### Extracted records
'''
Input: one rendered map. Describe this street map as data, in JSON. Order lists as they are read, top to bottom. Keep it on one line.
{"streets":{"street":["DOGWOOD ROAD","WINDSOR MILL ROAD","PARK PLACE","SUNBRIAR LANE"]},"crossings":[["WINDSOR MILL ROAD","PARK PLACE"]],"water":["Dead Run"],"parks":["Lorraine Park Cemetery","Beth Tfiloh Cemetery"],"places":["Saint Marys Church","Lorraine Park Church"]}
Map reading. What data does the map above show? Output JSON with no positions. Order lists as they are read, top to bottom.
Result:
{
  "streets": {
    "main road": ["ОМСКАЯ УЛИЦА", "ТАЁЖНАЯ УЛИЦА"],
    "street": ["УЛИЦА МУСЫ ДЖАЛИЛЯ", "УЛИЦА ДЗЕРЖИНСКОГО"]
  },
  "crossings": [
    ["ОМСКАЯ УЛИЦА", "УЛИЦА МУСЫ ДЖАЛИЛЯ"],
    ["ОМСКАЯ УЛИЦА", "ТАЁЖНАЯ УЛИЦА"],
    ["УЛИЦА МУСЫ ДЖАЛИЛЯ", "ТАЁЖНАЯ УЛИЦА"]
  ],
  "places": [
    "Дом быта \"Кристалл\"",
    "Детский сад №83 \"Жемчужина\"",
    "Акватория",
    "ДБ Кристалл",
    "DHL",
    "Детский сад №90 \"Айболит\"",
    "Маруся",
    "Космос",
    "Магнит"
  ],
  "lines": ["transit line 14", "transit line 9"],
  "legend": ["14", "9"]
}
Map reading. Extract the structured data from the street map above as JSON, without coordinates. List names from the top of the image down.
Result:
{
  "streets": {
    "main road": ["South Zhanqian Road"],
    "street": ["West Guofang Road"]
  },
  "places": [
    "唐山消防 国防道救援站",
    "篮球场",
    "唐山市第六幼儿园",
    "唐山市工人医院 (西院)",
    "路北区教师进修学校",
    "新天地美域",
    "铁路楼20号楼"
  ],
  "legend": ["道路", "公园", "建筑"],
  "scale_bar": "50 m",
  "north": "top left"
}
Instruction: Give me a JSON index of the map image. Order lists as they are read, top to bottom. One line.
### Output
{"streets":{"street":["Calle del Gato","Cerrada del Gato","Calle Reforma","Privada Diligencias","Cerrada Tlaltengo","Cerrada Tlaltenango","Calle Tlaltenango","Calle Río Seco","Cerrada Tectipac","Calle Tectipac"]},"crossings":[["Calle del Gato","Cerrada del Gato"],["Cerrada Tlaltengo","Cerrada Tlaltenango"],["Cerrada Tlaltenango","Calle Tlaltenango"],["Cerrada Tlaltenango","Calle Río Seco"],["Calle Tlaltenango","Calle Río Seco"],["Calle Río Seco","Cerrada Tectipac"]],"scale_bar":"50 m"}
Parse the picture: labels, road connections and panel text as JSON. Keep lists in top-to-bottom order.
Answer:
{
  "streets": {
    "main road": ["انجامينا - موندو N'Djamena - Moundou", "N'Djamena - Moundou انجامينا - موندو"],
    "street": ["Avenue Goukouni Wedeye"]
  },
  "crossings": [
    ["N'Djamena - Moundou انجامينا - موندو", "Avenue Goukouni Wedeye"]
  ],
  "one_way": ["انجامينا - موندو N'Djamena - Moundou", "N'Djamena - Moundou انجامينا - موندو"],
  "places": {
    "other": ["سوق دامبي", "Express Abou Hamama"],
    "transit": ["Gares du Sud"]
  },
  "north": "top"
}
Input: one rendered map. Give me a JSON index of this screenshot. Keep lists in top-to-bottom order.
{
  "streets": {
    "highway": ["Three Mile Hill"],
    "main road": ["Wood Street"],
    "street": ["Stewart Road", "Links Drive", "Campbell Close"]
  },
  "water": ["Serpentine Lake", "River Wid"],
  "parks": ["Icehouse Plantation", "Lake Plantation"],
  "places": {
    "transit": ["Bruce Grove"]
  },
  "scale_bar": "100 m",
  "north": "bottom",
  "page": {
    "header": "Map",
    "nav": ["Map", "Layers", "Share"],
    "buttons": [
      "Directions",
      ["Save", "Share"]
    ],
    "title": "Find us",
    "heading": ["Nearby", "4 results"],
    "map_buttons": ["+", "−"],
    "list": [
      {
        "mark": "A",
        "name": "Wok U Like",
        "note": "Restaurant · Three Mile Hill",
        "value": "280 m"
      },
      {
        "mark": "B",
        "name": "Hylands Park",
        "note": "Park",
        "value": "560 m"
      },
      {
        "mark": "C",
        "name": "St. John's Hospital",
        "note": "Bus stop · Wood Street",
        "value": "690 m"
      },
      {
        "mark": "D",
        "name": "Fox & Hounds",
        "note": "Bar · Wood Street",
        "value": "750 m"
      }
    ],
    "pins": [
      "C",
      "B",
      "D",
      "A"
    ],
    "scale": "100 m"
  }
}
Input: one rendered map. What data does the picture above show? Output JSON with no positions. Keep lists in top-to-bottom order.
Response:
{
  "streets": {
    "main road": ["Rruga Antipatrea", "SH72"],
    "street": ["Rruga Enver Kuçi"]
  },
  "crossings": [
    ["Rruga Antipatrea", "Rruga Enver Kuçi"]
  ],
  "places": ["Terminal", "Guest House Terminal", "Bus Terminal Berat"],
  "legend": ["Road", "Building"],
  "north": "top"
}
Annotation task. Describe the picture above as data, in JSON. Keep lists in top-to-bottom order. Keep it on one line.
'''
### To do
Lines that include the word "reading" are to be extracted from the data above.

### Solution below
Map reading. What data does the map above show? Output JSON with no positions. Order lists as they are read, top to bottom.
Map reading. Extract the structured data from the street map above as JSON, without coordinates. List names from the top of the image down.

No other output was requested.